If a director is found to be liable for wrongful trading, the court can order that director to make such contribution to the assets of the company as the court thinks fit (ss.214(1)/246ZB(1)). The contribution will increase the assets of the company available for distribution to the general body of unsecured creditors.

The court has a wide discretion to determine the extent of the directors’ liability. Although ss.214 and 246ZB provide no guidance for calculating the amount of a director’s contribution, case law has clarified that the contribution will ordinarily be based on the additional depletion of the company’s assets caused by the directors’ conduct from the date that the directors ought to have concluded that the company could not have avoided an insolvent administration or liquidation (i.e. from the ‘point of no return’). An order by the court for a director to contribute to the company’s assets under ss.214 and 246ZB is compensatory and not penal in nature. An order to contribute may be made against the directors on a joint and several basis. However, the court has a discretion to apportion liability between directors based on their culpability by ordering the more culpable directors to pay more than the less culpable ones.
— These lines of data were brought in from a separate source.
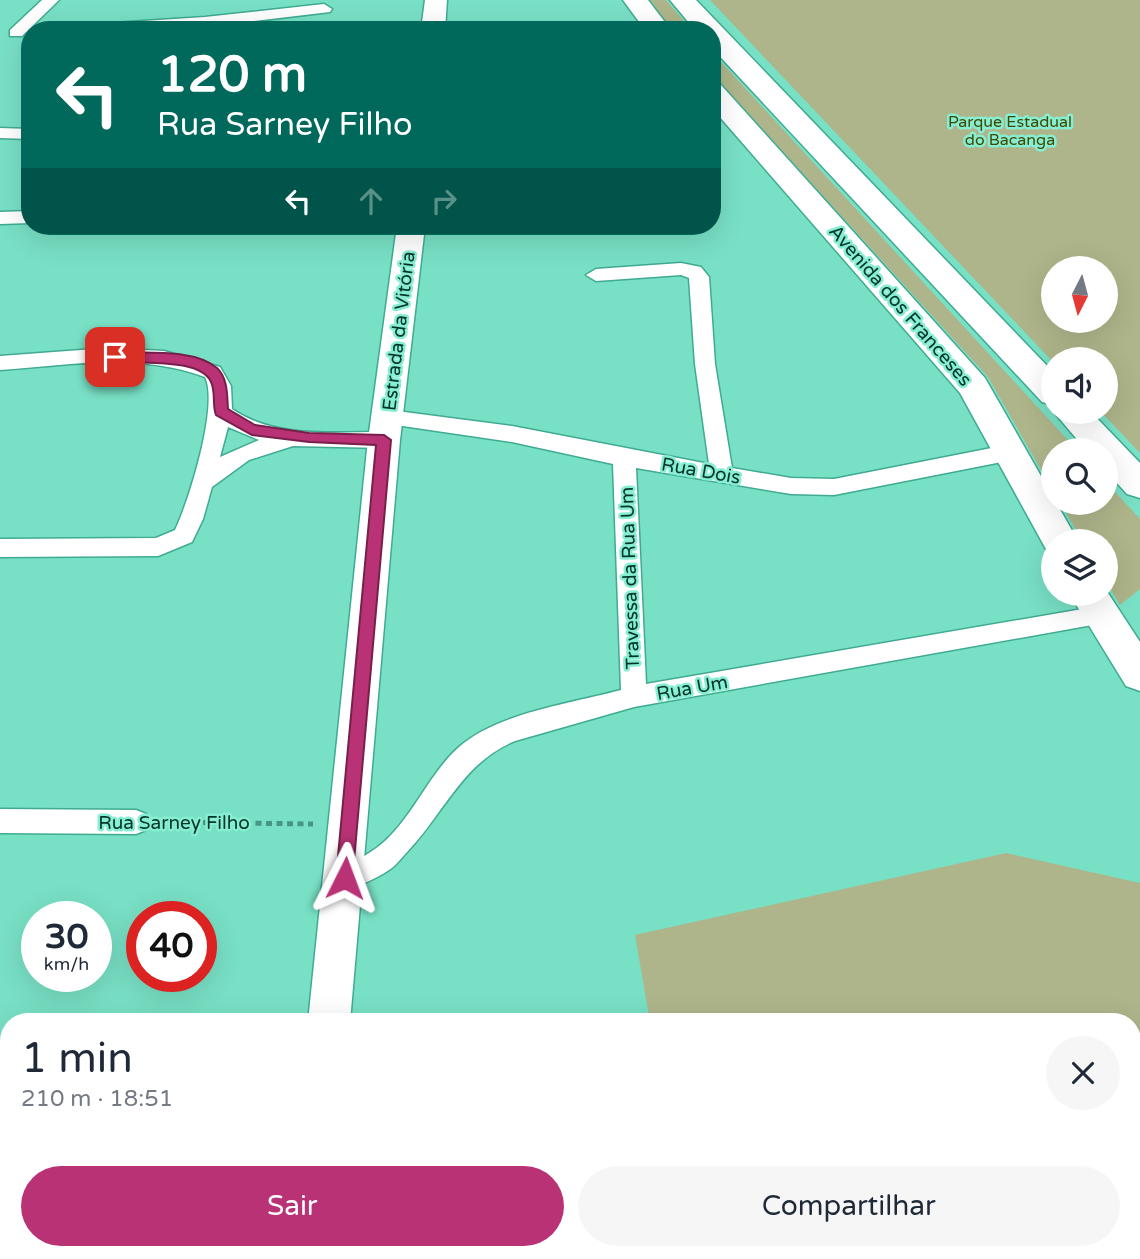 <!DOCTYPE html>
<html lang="pt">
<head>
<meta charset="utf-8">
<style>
  body { margin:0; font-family:"Varela Round",sans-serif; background:#f6f6f7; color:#1f2937; height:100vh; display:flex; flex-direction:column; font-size:26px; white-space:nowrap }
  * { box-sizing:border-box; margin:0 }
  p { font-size:23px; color:#747a83 }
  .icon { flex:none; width:38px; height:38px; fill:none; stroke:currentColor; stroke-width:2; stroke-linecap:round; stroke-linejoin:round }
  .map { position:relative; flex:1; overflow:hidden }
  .side { position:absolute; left:0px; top:1013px; width:1141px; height:247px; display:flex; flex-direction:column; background:#fff; border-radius:28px 28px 0 0; box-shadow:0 7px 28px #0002 }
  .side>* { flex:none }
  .hud { position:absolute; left:21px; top:21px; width:700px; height:214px; border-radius:28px; box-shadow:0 7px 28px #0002; background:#00695c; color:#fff; overflow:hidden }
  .needle { width:46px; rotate:186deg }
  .fabs { position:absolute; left:1041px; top:256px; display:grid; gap:14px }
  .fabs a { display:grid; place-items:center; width:77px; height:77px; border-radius:50%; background:#fff; box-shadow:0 7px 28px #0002; font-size:35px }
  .speed { position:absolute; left:21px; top:901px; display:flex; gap:14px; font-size:35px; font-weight:700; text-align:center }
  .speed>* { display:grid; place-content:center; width:91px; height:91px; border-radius:50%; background:#fff; box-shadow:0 7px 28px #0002; line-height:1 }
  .speed small { font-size:18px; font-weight:400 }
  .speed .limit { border:10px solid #d22; background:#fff; color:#111 }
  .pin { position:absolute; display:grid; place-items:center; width:60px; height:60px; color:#fff; margin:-30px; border-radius:14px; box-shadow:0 4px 10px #0006 }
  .me { position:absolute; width:77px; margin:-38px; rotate:3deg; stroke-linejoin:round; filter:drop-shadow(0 0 5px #0008) }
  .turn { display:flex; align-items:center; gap:24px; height:147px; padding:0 21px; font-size:32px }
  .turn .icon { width:91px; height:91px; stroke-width:2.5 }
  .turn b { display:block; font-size:49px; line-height:60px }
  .lanes { display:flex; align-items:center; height:66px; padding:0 21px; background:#0003; justify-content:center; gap:35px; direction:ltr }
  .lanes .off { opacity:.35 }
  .round { display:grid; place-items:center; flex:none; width:74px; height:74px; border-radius:37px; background:#f6f6f7 }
  .overview { display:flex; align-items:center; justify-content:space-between; height:119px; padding:0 21px }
  h1 { font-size:42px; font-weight:600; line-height:52px }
  .button { display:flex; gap:14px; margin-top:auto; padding:14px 21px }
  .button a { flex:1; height:80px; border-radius:42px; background:#b83275; color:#fff; font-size:28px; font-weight:600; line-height:80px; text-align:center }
  .button a+a { background:#f6f6f7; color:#1f2937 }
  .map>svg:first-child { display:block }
  .green { fill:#afb58a; fill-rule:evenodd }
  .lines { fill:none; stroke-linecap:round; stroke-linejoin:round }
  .street-casing { stroke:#3fab92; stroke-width:3 }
  .secondary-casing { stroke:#3fab92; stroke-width:3 }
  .primary-casing { stroke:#3fab92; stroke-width:3 }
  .path { stroke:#469683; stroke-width:5; stroke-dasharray:6 4.5; stroke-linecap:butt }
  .street { fill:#fff; fill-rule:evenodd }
  .secondary { fill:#fff; fill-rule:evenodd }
  .primary { fill:#fff; fill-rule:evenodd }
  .route { fill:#b83275; stroke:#78204c; stroke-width:2 }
  .labels { text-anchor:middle; stroke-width:5; stroke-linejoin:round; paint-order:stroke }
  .far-park-label { font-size:16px; fill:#434800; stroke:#86eed2 }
  .street-label { font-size:19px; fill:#04352b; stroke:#86eed2 }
</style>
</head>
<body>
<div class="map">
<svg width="1140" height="1259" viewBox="0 0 1140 1259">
  <rect width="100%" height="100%" fill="#78e0c5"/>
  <path class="green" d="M650,0h16l26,30h-20z
    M710,0h430v453l-40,-42h6v-52h-52l-1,3zM1054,268h52v52h-52z
    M712,52l365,398h-23l-1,41 -65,-114 -276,-303z
    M1106,482l34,37v70l-20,16 -14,-24v-40h-24l-22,-39h46z
    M1006,853l134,30v376h-449l-2,-8h443v-229h-482l-15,-87z"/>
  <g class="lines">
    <g class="street-casing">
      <path id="street" d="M42,0h17l-37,36h-12v-6z
        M324,4l8,5 -2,3 -125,15 -131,3 8,-5 123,-8z
        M0,128l30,1v10l-30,-1z
        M30,211v12l-30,1v-12z
        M681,263l20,4 8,10 6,87 17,104 59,10 43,1 178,-35 8,2 3,6 -3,6 -8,2 -178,35 -43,-1 -155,-26 10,216 454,-78 9,2 3,7 -3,7 -475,85 -119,34c-52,21 -71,72 -107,110 -6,6 -12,15 -19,19 -13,9 -29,15 -44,21l-10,-4 -4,-9 4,-9c11,-5 24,-9 34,-16 39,-23 57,-77 90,-106 38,-34 114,-44 162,-57l-8,-226 -101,-22 -123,-18 -8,-2 -3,-5 3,-5 8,-2 123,16 197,38 -14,-100 -6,-86 -8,-3 -85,6 -10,-6 10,-6z
        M108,348l56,3 56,16 11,19 1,23c44,30 101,23 152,23l8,3 3,5 -3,5 -8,3 -91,-2 -44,14 -37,27 -9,32 -11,23 -34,14 -158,1v-18l156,-1 19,-8c14,-29 44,-125 30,-153 -66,-25 -137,-12 -205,-7v-14zM228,427l31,13 -39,17z
        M0,809l136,1 10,4 4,8 -4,8 -10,4 -136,-1z
        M0,1110l9,4v35l-9,-4z
        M9,1198v53h10l-1,8h-18v-58z"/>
    </g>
    <g class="secondary-casing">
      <path id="secondary" d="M425,0h22l-2,30h-24z
        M397,226h28l-25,214 -50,582h-42l60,-582z
        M282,1251h48l-1,8h-48z"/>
    </g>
    <g class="primary-casing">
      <path id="primary" d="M623,0h25l23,30h-26z
        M670,0h26l358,373v32l-12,-3 -330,-354v-18h-17z
        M712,83l9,2 264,293 93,163h-24v12l-7,-2 -87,-158 -248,-285z
        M1053,411h37l50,52v35l-13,-4 -21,-23v-21h-20z
        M1106,590l34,52v49l-14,-5 -57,-93h37z"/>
    </g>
    <path class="path" d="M161,822l152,2"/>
    <use href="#street" class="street"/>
    <use href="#secondary" class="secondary"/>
    <use href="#primary" class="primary"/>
  </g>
  <path class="route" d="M115,352c30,2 78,-4 102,16 11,10 10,28 11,41l27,16 54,8 75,2 7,5 -39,444h-13l-3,-6 40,-433 -67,-3 -57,-7 -36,-20c-4,-10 0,-23 -5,-33 -12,-26 -76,-16 -101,-22l-2,-3z"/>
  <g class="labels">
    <g class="far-park-label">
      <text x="1010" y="127">Parque Estadual<tspan x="1010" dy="18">do Bacanga</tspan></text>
    </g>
    <g class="street-label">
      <text transform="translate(901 305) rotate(49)" y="7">Avenida dos Franceses</text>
      <text transform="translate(398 331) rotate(-83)" y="7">Estrada da Vitória</text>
      <text transform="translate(701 470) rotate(10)" y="7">Rua Dois</text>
      <text transform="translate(629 578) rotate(-92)" y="7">Travessa da Rua Um</text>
      <text transform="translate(692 687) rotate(-10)" y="7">Rua Um</text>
      <text x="174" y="829">Rua Sarney Filho</text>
    </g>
  </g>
</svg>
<div class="fabs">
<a><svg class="needle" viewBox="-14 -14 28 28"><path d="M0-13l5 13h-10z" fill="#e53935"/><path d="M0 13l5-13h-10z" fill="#747a83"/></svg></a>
<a><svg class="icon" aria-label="sound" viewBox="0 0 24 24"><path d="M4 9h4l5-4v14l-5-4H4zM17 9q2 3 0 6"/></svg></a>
<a><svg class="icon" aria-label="search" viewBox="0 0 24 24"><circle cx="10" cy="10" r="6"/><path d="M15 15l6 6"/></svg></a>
<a><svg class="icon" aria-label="layers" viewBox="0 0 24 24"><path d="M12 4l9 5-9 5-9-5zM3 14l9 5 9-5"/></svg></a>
</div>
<div class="speed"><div>30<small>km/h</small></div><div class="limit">40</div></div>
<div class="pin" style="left:115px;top:357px;background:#d93025"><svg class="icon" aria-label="arrive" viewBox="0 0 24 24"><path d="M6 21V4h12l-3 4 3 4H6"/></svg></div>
<svg class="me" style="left:345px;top:878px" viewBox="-20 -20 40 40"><path d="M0-17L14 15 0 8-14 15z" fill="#b83275" stroke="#fff" stroke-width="4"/></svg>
<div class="hud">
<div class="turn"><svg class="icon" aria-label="left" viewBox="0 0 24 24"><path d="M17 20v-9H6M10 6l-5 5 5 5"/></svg><div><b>120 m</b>Rua Sarney Filho</div></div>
<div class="lanes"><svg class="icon" aria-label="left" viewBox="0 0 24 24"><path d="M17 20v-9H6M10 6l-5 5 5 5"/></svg><svg class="icon off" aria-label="ahead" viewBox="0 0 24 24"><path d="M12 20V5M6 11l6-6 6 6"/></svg><svg class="icon off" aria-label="right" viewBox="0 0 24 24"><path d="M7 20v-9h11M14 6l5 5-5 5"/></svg></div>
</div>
<section class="side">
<div class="overview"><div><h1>1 min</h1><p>210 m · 18:51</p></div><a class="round"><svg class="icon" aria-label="close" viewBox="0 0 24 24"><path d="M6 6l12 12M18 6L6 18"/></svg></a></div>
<div class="button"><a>Sair</a><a>Compartilhar</a></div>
</section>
</div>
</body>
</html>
Under s.1157 CA 2006, the court may relieve a director from liability in proceedings for negligence, breach of duty or breach of trust, on such terms as it thinks fit, if satisfied that he/she acted honestly and reasonably, and having regard to all the circumstances of the case, the director ought fairly to be excused. However, that relief is not available in wrongful trading proceedings (Re Produce Marketing Consortium Ltd [1989] 1 WLR 745).

Where the court makes a contribution order against a director under ss.214/246ZB, the court also has a discretion to make a disqualification order against him/her under s.10 CDDA 1986.